An emo went to high five a tree, and it left them hanging.
What do emos and guys with a durag have in common? They both have waves, just one is on their arm.
What do you call suicidal Hitler?
Slitler.
All these 9/11 jokes need to stop.
My uncle died in 9/11. At least he died doing what he loves: flying planes.
I got a detention because I told an emo kid to "hang in there."
Your hairline looks like it got burnt in the Civil War.
What do you call a person in a wheelchair?
Anything they can't catch you.
I would tell you a joke about meat, but the stakes are too high.
What do you call a teacher who never farts in public? A private tutor.
Your Mom is so fat, she could be Trump's border wall.
What is the difference between a Walking Dead and you? He doesn't feel pain.
Being asked for advice after a failed suicide attempt:
"What advice do you have for people out there?"
As a suicide professional, don't try this at home.

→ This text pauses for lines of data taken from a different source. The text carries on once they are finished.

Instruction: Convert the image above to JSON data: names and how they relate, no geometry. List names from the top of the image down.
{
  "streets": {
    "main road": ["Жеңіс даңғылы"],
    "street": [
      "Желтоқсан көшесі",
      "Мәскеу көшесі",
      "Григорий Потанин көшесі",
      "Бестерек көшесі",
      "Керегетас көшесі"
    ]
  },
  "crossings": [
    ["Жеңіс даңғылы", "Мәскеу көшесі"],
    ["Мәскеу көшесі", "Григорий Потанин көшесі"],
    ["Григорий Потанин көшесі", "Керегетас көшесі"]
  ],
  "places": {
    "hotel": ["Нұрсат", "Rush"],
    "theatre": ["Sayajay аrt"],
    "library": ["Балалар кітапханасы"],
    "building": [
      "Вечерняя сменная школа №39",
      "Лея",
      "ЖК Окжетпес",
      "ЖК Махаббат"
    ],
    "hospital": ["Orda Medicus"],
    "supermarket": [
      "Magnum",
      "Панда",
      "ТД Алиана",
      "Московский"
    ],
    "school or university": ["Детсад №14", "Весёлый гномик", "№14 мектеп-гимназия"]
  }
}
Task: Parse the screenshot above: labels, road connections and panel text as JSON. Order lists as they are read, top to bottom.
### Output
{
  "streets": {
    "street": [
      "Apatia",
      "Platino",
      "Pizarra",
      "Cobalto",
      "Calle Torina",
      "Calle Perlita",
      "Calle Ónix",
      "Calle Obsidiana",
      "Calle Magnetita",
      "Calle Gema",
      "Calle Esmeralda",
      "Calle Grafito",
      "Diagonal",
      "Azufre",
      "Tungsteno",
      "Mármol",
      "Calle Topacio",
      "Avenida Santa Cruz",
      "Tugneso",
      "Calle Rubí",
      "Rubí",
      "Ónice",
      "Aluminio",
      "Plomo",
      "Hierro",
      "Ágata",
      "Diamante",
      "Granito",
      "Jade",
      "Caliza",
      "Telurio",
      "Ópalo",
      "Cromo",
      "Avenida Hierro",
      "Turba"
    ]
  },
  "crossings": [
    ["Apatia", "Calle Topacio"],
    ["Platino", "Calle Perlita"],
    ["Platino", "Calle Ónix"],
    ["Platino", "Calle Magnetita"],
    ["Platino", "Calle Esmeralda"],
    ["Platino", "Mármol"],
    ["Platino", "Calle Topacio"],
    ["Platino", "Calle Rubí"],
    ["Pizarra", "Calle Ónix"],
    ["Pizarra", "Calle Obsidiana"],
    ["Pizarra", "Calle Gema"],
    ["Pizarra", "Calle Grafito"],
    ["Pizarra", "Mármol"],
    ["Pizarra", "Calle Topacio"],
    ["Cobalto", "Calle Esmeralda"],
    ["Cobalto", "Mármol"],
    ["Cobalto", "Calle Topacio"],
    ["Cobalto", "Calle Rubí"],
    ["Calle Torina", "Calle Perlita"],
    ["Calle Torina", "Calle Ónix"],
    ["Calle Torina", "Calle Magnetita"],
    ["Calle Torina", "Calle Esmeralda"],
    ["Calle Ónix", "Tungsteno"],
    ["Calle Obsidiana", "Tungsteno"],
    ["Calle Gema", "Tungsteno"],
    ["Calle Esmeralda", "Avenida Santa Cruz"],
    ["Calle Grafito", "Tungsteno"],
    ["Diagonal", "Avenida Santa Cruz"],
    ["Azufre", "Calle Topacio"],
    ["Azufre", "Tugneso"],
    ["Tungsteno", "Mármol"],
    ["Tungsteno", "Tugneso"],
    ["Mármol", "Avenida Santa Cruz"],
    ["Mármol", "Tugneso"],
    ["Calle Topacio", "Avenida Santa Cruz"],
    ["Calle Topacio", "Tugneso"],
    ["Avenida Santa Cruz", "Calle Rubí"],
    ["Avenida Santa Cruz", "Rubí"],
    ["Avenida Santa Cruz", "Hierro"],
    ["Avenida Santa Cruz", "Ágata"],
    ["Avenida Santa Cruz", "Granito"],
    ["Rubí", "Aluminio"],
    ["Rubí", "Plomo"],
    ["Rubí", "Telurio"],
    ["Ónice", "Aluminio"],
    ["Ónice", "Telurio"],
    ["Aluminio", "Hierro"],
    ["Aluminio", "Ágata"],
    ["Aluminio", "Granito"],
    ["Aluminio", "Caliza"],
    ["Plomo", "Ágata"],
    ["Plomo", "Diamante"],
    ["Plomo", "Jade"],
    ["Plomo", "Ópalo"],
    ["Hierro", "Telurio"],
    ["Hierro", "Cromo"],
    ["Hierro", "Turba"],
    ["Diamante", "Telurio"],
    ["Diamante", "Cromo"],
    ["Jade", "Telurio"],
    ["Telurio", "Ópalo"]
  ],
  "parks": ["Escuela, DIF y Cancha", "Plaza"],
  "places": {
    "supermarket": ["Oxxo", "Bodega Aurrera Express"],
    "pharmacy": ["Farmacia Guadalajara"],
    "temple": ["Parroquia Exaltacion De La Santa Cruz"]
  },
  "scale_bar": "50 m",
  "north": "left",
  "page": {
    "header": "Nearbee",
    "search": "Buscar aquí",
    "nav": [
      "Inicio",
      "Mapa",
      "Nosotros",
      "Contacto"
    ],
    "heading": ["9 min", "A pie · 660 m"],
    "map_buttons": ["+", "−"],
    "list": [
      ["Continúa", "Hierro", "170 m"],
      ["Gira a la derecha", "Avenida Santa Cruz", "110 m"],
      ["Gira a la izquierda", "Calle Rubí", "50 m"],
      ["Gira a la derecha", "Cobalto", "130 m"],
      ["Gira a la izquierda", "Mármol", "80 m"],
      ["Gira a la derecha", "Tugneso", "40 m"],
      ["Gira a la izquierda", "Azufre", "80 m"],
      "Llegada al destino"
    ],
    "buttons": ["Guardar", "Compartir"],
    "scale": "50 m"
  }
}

So there was a reason why I hated math.
I suck at problem-solving.
Thanks to the voice who keeps telling me to let go,
he is my only motivation for trying again.
Teacher: "Hey, James, this is the third time I asked you a question!"
James: "But you told me not to answer you back!"
Why doesn’t Dracula have any friends?
Well, honestly, he’s a real pain in the neck.
Which branch of the military accepts toddlers? The infantry.
These jokes are the bomb, I rate them 9 out of 11.
Sans: What do you have there?
Frisk: A KNIFE!
Sans: NOO!!!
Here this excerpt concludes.